Look through the records and copy each line with the string "lineWidth" in it.
------------------------
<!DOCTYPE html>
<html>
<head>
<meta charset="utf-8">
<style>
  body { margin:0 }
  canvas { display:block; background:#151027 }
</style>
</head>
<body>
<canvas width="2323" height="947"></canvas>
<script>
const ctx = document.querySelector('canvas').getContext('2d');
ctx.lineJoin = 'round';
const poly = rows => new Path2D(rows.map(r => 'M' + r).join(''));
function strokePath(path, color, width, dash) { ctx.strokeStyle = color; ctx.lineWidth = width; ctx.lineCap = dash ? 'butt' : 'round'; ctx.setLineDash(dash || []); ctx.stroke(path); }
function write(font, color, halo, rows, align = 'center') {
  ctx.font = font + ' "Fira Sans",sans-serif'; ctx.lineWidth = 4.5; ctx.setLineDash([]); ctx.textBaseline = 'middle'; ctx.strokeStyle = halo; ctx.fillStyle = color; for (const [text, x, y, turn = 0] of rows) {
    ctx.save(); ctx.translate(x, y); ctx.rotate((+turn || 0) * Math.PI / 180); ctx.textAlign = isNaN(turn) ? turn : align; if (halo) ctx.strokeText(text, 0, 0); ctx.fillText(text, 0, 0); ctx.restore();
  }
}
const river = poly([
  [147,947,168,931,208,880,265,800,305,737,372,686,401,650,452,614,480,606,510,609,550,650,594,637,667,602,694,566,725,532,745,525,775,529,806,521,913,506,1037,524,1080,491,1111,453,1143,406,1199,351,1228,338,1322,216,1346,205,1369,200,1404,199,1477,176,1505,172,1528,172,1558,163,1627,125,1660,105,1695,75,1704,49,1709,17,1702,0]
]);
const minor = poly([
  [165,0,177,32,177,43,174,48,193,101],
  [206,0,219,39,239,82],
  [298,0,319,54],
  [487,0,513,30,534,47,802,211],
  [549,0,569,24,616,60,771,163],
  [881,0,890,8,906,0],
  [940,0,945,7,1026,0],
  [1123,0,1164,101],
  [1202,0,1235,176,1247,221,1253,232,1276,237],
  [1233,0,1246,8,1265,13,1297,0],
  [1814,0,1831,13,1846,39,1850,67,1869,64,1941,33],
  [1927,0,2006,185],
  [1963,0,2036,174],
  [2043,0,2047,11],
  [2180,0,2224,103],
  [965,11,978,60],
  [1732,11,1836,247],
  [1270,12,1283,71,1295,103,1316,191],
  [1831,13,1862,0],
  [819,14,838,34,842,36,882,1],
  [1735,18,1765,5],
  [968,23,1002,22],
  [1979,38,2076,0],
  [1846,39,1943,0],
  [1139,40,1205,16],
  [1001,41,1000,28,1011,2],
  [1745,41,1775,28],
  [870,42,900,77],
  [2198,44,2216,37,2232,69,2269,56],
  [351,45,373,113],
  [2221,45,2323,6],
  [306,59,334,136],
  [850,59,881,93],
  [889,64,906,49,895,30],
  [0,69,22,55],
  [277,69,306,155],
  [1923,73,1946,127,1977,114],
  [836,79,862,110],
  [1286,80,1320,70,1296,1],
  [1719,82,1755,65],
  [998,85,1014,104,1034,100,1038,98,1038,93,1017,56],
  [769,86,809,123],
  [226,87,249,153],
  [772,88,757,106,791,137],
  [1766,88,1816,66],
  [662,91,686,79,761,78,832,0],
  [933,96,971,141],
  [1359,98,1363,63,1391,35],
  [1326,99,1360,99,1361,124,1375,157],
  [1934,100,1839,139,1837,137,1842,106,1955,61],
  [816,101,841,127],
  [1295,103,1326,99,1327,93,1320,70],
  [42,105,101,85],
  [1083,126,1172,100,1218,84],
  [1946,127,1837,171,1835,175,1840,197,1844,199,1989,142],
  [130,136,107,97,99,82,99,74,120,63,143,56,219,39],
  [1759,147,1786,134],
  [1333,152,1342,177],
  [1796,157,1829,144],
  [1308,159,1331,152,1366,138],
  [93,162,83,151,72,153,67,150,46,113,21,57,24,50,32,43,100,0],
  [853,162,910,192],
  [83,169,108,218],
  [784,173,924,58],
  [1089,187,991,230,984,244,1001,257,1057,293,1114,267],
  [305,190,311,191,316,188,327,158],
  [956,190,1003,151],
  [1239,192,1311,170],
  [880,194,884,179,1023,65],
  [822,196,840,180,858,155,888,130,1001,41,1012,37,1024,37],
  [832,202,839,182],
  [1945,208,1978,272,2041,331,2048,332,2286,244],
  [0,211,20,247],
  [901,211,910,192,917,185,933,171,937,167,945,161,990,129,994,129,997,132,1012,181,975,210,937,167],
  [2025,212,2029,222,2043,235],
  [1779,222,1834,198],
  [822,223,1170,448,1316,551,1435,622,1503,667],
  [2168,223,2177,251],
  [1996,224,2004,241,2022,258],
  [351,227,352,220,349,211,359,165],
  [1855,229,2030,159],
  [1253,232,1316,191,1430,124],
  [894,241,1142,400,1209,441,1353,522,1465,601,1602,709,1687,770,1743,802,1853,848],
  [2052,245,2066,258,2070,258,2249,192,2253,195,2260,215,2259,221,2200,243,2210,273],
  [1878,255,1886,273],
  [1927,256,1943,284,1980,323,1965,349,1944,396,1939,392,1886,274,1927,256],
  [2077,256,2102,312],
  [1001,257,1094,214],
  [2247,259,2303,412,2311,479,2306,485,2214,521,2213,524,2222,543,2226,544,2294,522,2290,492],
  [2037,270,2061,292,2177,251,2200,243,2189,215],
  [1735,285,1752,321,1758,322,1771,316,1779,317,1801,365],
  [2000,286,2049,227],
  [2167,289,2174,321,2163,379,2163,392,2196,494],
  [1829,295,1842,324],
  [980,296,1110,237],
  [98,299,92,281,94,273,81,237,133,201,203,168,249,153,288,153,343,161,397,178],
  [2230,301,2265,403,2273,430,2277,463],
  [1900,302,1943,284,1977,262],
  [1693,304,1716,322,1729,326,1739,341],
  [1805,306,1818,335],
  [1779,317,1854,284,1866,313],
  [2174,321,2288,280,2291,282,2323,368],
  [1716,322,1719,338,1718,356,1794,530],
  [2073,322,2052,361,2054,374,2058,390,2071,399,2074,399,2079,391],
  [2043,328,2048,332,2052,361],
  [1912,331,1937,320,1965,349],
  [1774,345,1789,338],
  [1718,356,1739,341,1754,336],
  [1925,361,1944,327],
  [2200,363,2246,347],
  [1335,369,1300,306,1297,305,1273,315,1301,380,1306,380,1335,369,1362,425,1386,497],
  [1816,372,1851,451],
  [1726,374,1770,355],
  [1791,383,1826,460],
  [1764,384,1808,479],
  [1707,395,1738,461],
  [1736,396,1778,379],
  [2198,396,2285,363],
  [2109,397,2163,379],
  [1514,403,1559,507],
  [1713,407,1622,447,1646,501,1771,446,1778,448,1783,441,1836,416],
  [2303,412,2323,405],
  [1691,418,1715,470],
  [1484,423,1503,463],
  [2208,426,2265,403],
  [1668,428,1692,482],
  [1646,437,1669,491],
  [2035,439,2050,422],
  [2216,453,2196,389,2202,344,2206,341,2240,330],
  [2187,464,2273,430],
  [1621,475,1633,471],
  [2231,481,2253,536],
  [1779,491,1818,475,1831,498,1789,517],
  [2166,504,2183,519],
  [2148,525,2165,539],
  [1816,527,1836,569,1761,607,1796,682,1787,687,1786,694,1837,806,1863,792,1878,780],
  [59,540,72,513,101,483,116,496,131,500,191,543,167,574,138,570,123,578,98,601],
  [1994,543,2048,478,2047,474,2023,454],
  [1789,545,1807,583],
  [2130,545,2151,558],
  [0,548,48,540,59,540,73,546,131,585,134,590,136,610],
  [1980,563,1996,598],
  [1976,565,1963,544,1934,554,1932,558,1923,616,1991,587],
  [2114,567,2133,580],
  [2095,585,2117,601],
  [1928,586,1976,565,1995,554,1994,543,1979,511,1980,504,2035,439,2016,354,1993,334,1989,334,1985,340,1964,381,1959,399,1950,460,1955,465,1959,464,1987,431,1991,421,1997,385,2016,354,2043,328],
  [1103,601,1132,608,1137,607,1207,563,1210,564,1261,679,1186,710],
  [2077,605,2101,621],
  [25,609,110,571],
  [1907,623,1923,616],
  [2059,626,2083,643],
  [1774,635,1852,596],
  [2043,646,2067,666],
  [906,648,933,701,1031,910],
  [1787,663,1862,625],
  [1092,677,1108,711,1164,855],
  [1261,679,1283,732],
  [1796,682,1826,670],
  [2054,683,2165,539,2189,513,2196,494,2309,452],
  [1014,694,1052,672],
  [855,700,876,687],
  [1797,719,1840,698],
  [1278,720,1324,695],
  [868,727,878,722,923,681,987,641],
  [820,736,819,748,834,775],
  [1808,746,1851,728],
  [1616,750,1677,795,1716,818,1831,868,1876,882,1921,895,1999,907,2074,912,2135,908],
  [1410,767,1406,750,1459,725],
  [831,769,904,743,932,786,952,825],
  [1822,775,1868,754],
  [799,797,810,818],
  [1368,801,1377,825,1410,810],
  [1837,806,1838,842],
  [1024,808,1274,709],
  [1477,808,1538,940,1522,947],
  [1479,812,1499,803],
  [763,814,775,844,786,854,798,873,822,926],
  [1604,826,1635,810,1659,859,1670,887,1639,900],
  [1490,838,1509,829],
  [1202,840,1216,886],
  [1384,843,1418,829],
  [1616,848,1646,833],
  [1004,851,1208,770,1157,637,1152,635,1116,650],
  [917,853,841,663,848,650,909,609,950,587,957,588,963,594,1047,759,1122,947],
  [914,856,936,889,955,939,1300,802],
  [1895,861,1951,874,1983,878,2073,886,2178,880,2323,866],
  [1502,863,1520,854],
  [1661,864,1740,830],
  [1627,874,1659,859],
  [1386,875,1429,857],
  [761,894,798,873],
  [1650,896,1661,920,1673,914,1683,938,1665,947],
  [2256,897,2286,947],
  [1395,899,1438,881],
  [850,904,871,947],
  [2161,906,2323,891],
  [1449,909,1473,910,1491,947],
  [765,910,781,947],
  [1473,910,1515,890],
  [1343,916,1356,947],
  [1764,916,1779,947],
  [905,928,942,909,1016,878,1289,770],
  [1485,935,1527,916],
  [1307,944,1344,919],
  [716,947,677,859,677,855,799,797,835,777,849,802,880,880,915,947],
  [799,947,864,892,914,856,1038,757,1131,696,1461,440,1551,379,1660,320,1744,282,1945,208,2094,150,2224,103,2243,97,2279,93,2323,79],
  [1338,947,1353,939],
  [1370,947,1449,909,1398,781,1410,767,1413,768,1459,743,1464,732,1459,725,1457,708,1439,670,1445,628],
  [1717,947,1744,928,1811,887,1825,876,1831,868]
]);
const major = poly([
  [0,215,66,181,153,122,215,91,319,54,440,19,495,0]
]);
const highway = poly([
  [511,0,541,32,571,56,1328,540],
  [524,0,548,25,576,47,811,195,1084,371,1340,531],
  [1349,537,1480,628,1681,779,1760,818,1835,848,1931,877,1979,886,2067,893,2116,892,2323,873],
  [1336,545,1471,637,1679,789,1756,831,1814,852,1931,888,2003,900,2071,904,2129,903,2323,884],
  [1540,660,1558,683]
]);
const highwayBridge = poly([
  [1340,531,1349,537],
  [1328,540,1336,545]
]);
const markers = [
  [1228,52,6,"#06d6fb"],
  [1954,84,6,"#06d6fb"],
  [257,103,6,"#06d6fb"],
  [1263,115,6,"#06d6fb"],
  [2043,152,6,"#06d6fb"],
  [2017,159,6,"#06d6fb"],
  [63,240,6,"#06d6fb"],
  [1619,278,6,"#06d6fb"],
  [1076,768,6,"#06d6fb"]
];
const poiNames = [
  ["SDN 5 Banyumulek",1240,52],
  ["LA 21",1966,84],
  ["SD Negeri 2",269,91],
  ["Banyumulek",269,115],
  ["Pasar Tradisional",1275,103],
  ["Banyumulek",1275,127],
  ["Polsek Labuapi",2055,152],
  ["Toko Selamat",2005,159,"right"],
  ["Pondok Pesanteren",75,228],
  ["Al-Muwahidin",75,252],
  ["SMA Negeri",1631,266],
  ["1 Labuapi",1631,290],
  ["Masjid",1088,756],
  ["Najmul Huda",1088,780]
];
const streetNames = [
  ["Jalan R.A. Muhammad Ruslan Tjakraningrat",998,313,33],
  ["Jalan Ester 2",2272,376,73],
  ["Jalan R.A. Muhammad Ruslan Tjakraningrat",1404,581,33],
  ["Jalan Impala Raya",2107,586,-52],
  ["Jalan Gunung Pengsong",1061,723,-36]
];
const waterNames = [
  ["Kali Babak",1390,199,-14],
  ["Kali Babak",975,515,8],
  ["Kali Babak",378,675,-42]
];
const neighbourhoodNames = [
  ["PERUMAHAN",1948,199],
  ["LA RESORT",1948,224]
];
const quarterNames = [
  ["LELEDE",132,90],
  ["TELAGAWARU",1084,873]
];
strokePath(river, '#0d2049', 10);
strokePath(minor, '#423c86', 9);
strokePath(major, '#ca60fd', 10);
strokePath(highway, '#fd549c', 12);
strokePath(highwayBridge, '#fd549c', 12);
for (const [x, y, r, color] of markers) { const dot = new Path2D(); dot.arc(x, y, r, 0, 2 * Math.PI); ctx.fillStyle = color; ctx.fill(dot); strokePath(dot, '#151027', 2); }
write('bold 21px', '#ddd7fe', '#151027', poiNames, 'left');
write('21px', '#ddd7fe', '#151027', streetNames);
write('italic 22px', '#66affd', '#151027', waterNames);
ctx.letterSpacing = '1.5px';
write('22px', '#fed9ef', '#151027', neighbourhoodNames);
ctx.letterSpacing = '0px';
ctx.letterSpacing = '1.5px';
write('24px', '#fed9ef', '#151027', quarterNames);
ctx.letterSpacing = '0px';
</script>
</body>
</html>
------------------------
◆ **Answer section**:
function strokePath(path, color, width, dash) { ctx.strokeStyle = color; ctx.lineWidth = width; ctx.lineCap = dash ? 'butt' : 'round'; ctx.setLineDash(dash || []); ctx.stroke(path); }
  ctx.font = font + ' "Fira Sans",sans-serif'; ctx.lineWidth = 4.5; ctx.setLineDash([]); ctx.textBaseline = 'middle'; ctx.strokeStyle = halo; ctx.fillStyle = color; for (const [text, x, y, turn = 0] of rows) {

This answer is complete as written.